All of the Sydney hopefuls have already been given their six workouts for the weekend, with Saturday shaping as the ballbuster and Sunday no picnic either.
There are several universal workouts named Cindy, Fran and Grace. They sound endearing but don't be fooled by their feminine tones.
McGruer, Te Heuheu and Templeton, who met as physical training instructors with the New Zealand Army, will be taking on each other, with McGruen finishing 12th of the 2500 hopefuls in qualifying and the other two not far behind.
The workouts are staggering in their brutality, although Templeton is quick to point out competitors this week are the elite. One of the workouts has the CrossFitters rowing 2km on an erg, doing 50 squats on one leg before lifting a 100kg weight from their waist to shoulder 30 times.
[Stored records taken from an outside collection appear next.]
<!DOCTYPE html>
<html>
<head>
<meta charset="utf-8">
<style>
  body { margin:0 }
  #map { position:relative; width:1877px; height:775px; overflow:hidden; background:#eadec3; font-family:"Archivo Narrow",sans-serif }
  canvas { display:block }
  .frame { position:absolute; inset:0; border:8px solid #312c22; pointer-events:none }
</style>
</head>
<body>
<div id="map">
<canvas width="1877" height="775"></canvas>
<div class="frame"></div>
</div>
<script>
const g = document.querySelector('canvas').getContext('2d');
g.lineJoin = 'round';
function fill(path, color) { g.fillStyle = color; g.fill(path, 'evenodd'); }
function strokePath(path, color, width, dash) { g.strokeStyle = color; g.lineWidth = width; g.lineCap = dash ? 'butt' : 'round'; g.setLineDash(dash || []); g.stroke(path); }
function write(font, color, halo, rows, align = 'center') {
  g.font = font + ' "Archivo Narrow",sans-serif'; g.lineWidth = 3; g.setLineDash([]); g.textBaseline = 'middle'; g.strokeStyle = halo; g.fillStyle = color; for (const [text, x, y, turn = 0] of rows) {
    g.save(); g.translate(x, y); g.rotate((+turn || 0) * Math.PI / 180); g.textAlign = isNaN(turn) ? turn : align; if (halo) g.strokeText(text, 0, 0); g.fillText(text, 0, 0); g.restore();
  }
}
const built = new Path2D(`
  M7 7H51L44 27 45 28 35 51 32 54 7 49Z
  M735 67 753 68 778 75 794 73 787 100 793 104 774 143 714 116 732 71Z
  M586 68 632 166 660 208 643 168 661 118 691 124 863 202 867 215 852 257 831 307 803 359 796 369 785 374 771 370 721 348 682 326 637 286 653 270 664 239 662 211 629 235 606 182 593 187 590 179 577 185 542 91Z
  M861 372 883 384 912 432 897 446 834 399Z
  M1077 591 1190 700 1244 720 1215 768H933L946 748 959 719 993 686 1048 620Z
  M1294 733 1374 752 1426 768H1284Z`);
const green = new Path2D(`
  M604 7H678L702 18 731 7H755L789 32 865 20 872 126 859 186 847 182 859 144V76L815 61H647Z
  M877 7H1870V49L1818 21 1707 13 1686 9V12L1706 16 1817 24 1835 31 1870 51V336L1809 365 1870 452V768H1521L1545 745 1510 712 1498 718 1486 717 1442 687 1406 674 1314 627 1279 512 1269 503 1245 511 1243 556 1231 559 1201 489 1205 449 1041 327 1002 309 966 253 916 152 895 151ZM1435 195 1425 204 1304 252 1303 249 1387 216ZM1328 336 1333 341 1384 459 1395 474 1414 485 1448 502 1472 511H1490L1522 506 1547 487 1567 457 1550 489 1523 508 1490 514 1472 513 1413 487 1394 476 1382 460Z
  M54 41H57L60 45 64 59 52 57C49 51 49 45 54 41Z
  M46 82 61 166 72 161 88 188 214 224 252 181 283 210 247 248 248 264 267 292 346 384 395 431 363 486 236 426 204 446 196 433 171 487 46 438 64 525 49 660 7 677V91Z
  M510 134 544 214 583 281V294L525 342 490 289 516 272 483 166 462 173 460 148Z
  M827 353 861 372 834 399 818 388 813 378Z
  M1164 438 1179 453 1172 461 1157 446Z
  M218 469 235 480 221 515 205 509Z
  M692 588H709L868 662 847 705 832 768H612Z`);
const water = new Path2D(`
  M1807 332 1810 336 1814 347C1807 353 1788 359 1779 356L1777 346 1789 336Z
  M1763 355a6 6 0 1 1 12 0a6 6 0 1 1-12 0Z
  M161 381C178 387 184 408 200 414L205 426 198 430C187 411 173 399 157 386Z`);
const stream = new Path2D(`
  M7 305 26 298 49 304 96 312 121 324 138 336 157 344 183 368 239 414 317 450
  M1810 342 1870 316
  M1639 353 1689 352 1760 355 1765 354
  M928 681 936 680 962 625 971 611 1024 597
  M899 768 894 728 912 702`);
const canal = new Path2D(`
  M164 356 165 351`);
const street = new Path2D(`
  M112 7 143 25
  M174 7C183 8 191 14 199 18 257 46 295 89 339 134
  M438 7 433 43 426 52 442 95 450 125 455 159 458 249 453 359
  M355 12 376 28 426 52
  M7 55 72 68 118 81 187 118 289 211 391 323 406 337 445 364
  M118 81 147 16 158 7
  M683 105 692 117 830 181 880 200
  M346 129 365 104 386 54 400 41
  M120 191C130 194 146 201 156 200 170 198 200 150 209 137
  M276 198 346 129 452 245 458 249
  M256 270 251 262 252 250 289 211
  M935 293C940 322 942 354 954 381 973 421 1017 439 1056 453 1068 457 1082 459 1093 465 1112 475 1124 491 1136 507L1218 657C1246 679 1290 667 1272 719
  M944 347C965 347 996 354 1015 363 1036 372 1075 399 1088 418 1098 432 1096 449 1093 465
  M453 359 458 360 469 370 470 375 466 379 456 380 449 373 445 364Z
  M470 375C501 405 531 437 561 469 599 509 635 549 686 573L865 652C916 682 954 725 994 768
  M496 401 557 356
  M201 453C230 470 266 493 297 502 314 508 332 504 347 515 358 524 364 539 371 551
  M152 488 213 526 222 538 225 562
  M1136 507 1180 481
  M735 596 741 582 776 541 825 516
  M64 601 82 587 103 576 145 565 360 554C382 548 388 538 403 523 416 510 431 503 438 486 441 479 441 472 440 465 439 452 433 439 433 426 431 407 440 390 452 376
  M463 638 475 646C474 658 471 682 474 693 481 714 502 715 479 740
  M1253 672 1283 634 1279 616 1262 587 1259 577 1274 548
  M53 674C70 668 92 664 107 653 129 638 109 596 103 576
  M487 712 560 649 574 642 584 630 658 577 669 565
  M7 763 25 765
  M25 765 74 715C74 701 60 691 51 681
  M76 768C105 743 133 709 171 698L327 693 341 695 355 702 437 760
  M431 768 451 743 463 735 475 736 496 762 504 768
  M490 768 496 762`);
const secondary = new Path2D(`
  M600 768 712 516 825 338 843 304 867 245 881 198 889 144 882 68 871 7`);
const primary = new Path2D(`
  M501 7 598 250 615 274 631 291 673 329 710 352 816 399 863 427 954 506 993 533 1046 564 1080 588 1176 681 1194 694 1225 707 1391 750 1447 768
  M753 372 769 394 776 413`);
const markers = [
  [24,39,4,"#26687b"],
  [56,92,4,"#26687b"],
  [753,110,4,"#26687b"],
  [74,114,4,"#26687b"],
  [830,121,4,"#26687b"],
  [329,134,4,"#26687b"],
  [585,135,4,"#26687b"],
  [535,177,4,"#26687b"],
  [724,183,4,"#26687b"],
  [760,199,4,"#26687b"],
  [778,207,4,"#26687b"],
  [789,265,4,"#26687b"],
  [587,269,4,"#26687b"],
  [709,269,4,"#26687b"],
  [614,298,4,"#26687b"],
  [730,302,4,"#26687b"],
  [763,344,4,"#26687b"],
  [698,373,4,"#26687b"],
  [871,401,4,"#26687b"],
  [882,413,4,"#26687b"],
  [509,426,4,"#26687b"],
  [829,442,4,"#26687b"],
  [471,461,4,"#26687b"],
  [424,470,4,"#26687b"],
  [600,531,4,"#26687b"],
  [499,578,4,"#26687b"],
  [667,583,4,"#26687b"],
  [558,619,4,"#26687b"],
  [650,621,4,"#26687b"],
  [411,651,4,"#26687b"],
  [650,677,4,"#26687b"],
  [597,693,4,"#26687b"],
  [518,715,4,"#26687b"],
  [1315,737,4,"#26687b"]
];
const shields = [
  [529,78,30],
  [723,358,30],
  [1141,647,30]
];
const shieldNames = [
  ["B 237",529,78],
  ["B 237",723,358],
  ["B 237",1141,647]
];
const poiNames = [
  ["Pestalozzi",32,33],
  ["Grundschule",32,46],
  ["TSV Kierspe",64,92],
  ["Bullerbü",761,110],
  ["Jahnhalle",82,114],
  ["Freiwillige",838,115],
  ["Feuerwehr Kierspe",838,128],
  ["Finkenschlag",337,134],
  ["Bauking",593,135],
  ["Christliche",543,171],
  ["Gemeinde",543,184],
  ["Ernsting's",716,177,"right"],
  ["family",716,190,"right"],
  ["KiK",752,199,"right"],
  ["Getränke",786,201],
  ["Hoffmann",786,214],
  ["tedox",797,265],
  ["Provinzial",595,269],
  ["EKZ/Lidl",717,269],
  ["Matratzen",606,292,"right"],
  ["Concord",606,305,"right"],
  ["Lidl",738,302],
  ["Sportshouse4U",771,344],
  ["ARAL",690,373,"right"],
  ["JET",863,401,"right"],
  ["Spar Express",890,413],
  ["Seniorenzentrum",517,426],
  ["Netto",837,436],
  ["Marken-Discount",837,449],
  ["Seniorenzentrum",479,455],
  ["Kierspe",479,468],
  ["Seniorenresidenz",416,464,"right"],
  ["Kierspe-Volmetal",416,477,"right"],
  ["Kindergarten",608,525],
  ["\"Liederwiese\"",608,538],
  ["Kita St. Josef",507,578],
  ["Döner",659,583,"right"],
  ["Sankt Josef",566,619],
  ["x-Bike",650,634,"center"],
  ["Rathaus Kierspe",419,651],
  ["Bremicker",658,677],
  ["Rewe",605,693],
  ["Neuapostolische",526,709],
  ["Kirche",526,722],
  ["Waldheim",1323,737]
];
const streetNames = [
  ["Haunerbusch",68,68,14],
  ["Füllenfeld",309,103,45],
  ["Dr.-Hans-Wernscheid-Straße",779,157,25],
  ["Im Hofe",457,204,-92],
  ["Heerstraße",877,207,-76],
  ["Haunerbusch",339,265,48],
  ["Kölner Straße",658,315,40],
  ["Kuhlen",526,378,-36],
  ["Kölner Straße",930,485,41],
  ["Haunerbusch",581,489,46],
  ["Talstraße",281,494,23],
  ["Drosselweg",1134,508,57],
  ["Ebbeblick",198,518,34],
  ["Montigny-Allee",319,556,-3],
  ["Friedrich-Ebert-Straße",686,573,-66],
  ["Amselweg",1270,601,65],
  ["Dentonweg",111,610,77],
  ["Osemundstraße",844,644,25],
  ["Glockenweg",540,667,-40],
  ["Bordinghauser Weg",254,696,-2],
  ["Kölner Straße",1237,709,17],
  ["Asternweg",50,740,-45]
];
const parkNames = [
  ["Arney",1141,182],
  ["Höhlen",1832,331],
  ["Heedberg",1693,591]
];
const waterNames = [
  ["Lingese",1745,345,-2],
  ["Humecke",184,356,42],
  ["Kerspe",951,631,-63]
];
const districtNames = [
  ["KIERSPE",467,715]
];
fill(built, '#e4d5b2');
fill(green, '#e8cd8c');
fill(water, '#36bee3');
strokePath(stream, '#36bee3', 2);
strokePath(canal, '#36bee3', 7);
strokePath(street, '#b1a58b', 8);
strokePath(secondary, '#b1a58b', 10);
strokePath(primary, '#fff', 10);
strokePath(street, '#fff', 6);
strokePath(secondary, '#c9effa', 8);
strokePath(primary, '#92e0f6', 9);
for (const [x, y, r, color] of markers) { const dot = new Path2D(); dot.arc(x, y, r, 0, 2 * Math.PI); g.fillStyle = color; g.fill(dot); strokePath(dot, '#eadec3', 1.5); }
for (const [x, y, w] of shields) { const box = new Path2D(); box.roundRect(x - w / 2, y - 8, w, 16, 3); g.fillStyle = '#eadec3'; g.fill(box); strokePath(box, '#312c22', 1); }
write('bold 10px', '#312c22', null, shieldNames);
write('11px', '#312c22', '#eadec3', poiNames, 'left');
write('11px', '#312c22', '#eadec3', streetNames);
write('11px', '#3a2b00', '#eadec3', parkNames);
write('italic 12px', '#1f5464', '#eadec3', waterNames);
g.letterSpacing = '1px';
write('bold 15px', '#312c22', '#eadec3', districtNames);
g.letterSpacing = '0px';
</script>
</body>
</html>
Another, at which Te Heuheu is particularly adept, has 15 ladder stations, each increasing in weight from 70kg to 140kg. To get started athletes must do 20 double-down skips before qualifying to lift the weight, snatch style, over their heads. Twenty more skips qualify the next weight, and so on. Only one person on the planet has ever reached 140kg; Te Heuheu has done 110kg.
"And that's probably the easiest workout of the six we'll do," McGruer said, "because you've got a minute on each step of the ladder and can use any downtime to rest. The first couple are fine and we go into it knowing exactly where we'll get to."
Templeton's favourite is workout four, a beast of burden that throws 60kg back squats, dozens of pull-ups, 60kg shoulder presses, 40kg front squats and overhead lifts using 50kg weights into a melting pot of torture.
"There's a time limit of 22 minutes to get through that one," Templeton said, "and after about 10 minutes you've already done 200 reps and it's just pain central."
Because CrossFit is so fresh to New Zealand none of the trio heads across the Tasman brimming with confidence at taming the Aussies, with only seven Kiwi males among the 60. But next year, wiser, stronger and fitter, and it could be a whole new matter.